When entrepreneurs are looking at their expense categories, they may not understand all of them, and what should go in each one to stay organized. For example, Edmonton bookkeeping says that entrepreneurs often do not understand what payroll expenses need to be entered into this category. Not only do entrepreneurs need to be taking the source deductions off their employee’s paychecks, but they need to stay extremely organized on what payroll expenses they incur. Entrepreneurs need to be sending to Canada revenue agency the payroll taxes that they deduct off of their employee’s checks and if they do not send the right amount, they could face stiff penalties.
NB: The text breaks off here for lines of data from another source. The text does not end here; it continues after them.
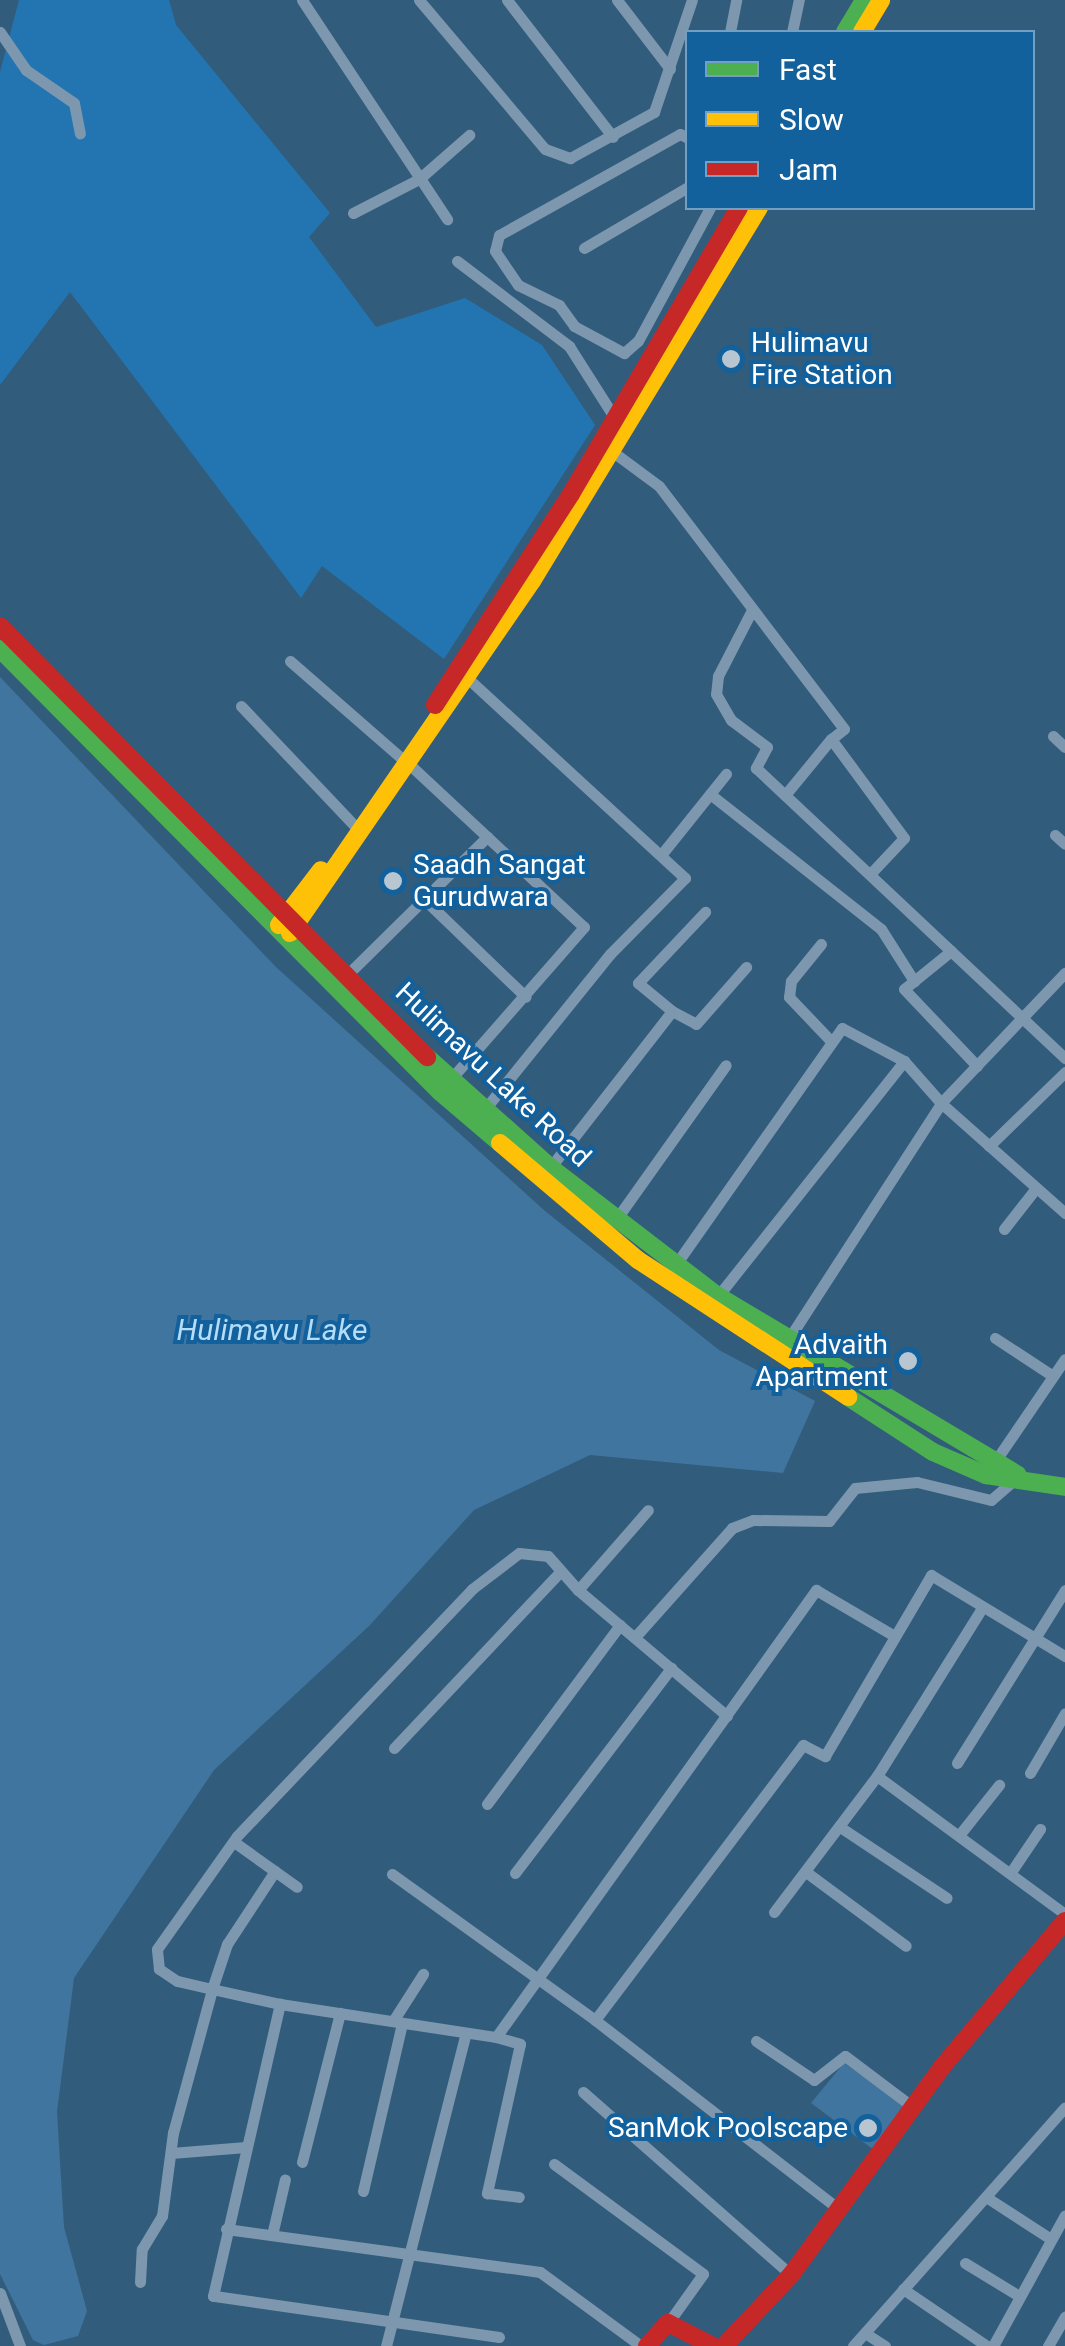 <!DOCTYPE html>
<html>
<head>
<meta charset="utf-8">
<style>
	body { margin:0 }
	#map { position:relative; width:1065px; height:2346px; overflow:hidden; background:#325c7c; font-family:Roboto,sans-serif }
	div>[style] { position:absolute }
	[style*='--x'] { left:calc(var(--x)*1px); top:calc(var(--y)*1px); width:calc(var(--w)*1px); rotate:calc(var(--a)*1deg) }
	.green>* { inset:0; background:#2375b1 }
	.water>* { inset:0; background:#40759f }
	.street>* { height:11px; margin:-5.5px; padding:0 5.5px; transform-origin:5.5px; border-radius:5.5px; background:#7d98ae }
	.fast>* { height:18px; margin:-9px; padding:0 9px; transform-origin:9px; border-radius:9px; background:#4caf50 }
	.slow>* { height:18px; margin:-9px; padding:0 9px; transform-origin:9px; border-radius:9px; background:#ffc107 }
	.jam>* { height:18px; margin:-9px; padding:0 9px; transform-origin:9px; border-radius:9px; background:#c62828 }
	.dots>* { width:28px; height:28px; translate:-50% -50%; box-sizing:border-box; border:5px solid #12609c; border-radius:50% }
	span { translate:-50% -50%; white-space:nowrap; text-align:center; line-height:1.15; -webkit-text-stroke:8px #12609c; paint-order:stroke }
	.poi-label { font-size:28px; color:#fff }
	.left { translate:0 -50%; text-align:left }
	.right { translate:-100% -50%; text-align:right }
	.street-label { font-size:28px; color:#fff }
	.water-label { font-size:30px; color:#b4ddfa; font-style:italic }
	.legend { position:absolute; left:685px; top:30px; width:350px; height:180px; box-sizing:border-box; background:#12609c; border:2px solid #71a0c4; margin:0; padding:12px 18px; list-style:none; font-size:30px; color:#fff }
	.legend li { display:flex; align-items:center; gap:20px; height:50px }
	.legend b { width:50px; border:2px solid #71a0c4 }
</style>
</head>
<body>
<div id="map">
	<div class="green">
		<i style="clip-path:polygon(19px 0,169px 0,176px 25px,330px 213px,309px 237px,376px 327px,465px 298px,542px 345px,595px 425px,444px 659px,322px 566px,301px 598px,70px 292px,0 385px,0 72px)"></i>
	</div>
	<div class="water">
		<i style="clip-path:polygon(0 677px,276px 967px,545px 1211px,719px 1350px,815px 1401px,783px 1473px,590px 1455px,474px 1510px,370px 1625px,214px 1770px,74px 1978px,57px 2112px,64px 2227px,87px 2311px,78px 2336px,44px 2345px,33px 2340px,0 2274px)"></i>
		<i style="clip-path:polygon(844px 2063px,906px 2106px,874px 2150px,811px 2103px)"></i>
	</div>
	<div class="street">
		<i style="--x:302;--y:0;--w:263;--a:56.5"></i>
		<i style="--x:419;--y:0;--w:195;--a:49.8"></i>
		<i style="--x:545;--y:149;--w:27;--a:20"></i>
		<i style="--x:570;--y:158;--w:96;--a:-28.7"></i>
		<i style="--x:654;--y:112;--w:118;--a:-71.3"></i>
		<i style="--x:507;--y:0;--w:173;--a:52.3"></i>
		<i style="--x:617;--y:0;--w:87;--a:52.5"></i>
		<i style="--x:0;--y:32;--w:46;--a:55.6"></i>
		<i style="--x:26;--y:70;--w:58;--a:34.5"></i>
		<i style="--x:74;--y:103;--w:31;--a:79"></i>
		<i style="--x:730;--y:32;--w:33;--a:-79"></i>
		<i style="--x:792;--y:32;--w:33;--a:-78"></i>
		<i style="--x:688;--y:138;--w:9;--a:-153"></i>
		<i style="--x:680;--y:134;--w:207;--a:150.8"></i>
		<i style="--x:499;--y:235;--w:16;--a:104"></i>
		<i style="--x:495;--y:251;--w:41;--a:55.9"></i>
		<i style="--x:518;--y:285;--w:46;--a:26"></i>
		<i style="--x:559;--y:305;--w:26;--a:54"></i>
		<i style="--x:574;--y:326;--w:57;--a:28.4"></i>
		<i style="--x:624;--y:353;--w:18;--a:-41"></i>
		<i style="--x:638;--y:341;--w:151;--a:-61.6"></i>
		<i style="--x:353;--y:213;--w:74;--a:-27.3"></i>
		<i style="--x:419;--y:179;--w:67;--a:-41.3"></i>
		<i style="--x:584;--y:248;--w:121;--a:-30.4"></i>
		<i style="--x:457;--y:261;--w:141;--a:37.2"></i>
		<i style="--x:569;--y:346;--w:88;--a:57.6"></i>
		<i style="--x:609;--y:449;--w:62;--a:36.5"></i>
		<i style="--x:659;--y:486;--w:305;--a:52.7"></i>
		<i style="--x:844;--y:729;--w:16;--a:142"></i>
		<i style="--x:831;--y:739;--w:123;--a:53.6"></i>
		<i style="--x:904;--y:838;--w:48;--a:133.3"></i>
		<i style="--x:751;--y:612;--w:72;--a:117.3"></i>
		<i style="--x:718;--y:676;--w:18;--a:96"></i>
		<i style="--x:716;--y:694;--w:30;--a:60"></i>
		<i style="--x:731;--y:720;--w:45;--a:36.9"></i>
		<i style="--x:767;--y:747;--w:24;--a:118"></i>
		<i style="--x:756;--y:768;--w:424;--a:43.2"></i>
		<i style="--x:290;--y:661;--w:147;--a:41.1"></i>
		<i style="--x:462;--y:673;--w:303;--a:42.6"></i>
		<i style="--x:685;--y:878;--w:107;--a:134.6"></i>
		<i style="--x:610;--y:954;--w:201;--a:128.9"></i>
		<i style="--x:241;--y:706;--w:164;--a:46.5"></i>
		<i style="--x:1053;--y:736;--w:16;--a:43"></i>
		<i style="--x:409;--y:764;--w:239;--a:43"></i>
		<i style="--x:584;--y:927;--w:203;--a:131.2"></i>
		<i style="--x:710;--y:794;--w:218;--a:38.3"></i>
		<i style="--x:881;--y:929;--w:62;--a:57.6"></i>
		<i style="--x:785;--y:795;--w:72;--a:-50.6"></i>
		<i style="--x:1055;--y:835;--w:13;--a:42"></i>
		<i style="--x:661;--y:855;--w:104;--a:-51.3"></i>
		<i style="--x:424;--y:899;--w:141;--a:43.9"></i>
		<i style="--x:821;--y:944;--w:48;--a:129"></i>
		<i style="--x:791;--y:981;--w:16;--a:97"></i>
		<i style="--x:789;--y:997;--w:58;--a:46.4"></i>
		<i style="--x:951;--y:951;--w:60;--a:141"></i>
		<i style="--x:904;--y:989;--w:106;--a:46.5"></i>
		<i style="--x:347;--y:975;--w:197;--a:-44.6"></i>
		<i style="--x:672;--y:1011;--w:27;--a:28"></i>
		<i style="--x:696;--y:1024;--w:76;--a:-48.7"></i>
		<i style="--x:989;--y:1146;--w:106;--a:-44.2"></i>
		<i style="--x:546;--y:1173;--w:205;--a:-52.1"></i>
		<i style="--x:672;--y:1011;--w:44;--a:-140.5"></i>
		<i style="--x:638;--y:983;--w:98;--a:-46.7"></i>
		<i style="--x:615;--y:1221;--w:191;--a:-54.6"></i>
		<i style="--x:1004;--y:1229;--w:52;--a:-52"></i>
		<i style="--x:674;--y:1267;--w:292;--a:-54.9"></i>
		<i style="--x:842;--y:1028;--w:70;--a:28"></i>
		<i style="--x:904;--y:1061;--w:56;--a:48.6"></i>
		<i style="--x:941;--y:1103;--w:166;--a:41.6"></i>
		<i style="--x:718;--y:1296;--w:300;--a:-51.6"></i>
		<i style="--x:995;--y:1338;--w:69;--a:33.2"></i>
		<i style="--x:786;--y:1343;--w:286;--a:-57.1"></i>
		<i style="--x:941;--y:1103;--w:180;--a:-46.4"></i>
		<i style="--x:996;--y:1460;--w:122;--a:-55.7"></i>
		<i style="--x:578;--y:1590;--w:106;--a:-48.8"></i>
		<i style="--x:635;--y:1637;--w:146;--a:-48.3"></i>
		<i style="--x:732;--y:1528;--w:22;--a:-21"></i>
		<i style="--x:753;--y:1520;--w:76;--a:0.8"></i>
		<i style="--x:829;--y:1521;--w:42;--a:-51.8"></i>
		<i style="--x:855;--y:1488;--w:62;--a:-5.5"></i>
		<i style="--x:917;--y:1482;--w:76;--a:13.7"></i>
		<i style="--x:991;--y:1500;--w:33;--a:-41"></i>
		<i style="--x:394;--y:1748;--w:243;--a:-46.7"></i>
		<i style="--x:957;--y:1763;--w:204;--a:-58"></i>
		<i style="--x:1030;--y:1773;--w:69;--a:-59.7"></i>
		<i style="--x:877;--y:1776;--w:233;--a:36.3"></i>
		<i style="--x:487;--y:1804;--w:223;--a:-53.4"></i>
		<i style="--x:840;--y:1827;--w:128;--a:33.6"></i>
		<i style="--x:960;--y:1834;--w:63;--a:-51.5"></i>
		<i style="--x:234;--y:1842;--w:77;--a:35.5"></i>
		<i style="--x:275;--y:1871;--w:87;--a:123.3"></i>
		<i style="--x:227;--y:1944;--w:47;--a:108.4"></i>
		<i style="--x:212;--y:1989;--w:36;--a:-167"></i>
		<i style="--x:177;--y:1981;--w:22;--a:-146"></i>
		<i style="--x:159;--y:1969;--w:20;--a:-96"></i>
		<i style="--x:157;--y:1949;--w:138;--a:-54.7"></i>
		<i style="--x:237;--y:1836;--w:341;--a:-46.4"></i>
		<i style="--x:472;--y:1589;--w:59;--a:-37.5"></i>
		<i style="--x:519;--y:1553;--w:29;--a:6"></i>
		<i style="--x:548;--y:1556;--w:45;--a:48.6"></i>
		<i style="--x:578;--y:1590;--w:195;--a:40.2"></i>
		<i style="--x:806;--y:1872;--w:124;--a:36.5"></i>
		<i style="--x:1011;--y:1872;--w:52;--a:-56"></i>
		<i style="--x:515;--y:1873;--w:258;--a:-52.7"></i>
		<i style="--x:392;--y:1874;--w:250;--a:35.7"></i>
		<i style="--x:595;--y:2020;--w:309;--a:37.8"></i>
		<i style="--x:774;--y:1912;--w:171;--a:-52.9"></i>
		<i style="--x:877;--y:1776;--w:198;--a:-58"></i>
		<i style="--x:595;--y:2020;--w:345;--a:-52.9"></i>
		<i style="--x:803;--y:1745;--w:25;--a:27"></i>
		<i style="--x:825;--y:1756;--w:210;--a:-59.6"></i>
		<i style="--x:931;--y:1575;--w:157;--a:31.2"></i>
		<i style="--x:393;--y:2021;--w:56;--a:-57.4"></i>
		<i style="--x:496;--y:2037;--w:25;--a:16"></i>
		<i style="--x:520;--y:2044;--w:153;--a:102.5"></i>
		<i style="--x:487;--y:2193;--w:32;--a:7"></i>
		<i style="--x:756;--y:2041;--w:70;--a:33.9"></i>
		<i style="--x:814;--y:2080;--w:39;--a:-38"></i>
		<i style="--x:845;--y:2056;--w:85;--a:36.9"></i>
		<i style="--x:583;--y:2092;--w:277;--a:41.3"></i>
		<i style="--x:171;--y:2153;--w:75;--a:-4.6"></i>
		<i style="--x:302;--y:2162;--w:154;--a:-75.7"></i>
		<i style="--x:554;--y:2164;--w:185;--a:36.4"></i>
		<i style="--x:703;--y:2274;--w:60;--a:125.5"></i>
		<i style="--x:363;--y:2191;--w:172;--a:-76.9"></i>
		<i style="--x:986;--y:2197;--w:77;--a:32.9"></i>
		<i style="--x:226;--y:2229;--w:317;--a:7.8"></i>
		<i style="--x:540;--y:2272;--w:125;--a:36.2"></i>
		<i style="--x:272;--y:2235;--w:57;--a:-76.9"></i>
		<i style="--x:965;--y:2263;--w:63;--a:31.4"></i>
		<i style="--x:140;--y:2282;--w:33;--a:-87"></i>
		<i style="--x:142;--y:2249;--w:39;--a:-59"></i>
		<i style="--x:162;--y:2216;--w:84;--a:-82.5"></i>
		<i style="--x:173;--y:2133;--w:149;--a:-74.8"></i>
		<i style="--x:212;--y:1989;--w:70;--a:12.4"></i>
		<i style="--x:903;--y:2289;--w:102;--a:34.2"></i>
		<i style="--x:0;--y:2293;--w:57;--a:69.3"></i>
		<i style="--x:865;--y:2333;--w:24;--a:33"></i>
		<i style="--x:499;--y:2337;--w:289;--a:-171.8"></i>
		<i style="--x:213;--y:2296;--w:300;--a:-77.1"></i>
		<i style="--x:280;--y:2004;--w:219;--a:8.7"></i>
		<i style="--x:496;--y:2037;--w:550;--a:-54.4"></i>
		<i style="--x:816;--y:1590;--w:89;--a:30.3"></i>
		<i style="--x:386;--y:2346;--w:323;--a:-75.7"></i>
		<i style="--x:853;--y:2346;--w:319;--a:-48.4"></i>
		<i style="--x:993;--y:2346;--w:149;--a:-61.2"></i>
		<i style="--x:1048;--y:2346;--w:34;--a:-60"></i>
	</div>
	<div class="fast">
		<i style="--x:845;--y:32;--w:37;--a:-59"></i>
		<i style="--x:0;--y:649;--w:624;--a:45.19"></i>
		<i style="--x:440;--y:1092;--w:79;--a:40.4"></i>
		<i style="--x:427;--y:1057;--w:166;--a:41.8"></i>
		<i style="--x:551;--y:1168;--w:210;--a:37.5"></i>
		<i style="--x:718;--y:1296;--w:349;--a:30.8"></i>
		<i style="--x:848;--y:1397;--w:101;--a:32.9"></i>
		<i style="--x:933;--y:1452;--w:58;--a:23.5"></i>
		<i style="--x:986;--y:1475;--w:80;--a:8.6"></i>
	</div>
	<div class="slow">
		<i style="--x:862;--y:32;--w:37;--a:-59"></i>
		<i style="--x:279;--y:925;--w:69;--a:-52.6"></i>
		<i style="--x:290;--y:933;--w:427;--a:-55.5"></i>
		<i style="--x:532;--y:581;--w:437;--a:-58.7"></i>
		<i style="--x:500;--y:1143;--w:181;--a:40.3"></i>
		<i style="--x:638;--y:1260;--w:251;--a:33.1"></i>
	</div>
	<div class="jam">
		<i style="--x:0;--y:626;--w:607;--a:45.27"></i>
		<i style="--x:435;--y:705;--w:251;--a:-57.2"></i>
		<i style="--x:571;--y:494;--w:332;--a:-59.6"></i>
		<i style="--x:647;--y:2346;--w:31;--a:-48"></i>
		<i style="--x:668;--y:2323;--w:51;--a:27.1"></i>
		<i style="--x:724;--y:2346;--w:98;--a:-46.7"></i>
		<i style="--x:791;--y:2275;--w:257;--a:-54"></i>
		<i style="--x:942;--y:2067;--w:191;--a:-49.9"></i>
	</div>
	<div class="dots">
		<i style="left:731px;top:359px;background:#b7c6d1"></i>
		<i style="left:393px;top:881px;background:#b7c6d1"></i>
		<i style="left:908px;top:1361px;background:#b7c6d1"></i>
		<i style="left:868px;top:2128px;background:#b7c6d1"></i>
	</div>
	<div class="poi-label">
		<span class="left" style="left:751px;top:359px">Hulimavu<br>Fire Station</span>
		<span class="left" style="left:413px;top:881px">Saadh Sangat<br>Gurudwara</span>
		<span class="right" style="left:888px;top:1361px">Advaith<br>Apartment</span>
		<span class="right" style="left:848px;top:2128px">SanMok Poolscape</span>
	</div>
	<div class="street-label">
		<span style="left:493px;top:1075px;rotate:43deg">Hulimavu Lake Road</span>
	</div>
	<div class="water-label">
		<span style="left:272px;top:1330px">Hulimavu Lake</span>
	</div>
	<ul class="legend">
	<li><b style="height:12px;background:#4caf50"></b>Fast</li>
	<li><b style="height:12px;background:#ffc107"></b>Slow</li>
	<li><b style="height:12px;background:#c62828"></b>Jam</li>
	</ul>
</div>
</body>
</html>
Therefore, entrepreneurs should ensure that they are keeping good track of all of the various payroll expenses in this account. An entrepreneur should have the CPP accounted for both the employer and the employee portion, employment insurance and income tax. By keeping track of all of these expenses separately, entrepreneurs can ensure that their spending the right payroll tax off to the government. They also should be keeping track of the health benefits that they deduct from their employee’s checks in this account as well.

When entrepreneurs can understand all of the different expenses and expense accounts in their income statement, they will be more prepared to be able to minimize those expenses wherever necessary, so that they can run an efficient business, and increase the profits in their business wherever it is possible for them to do so.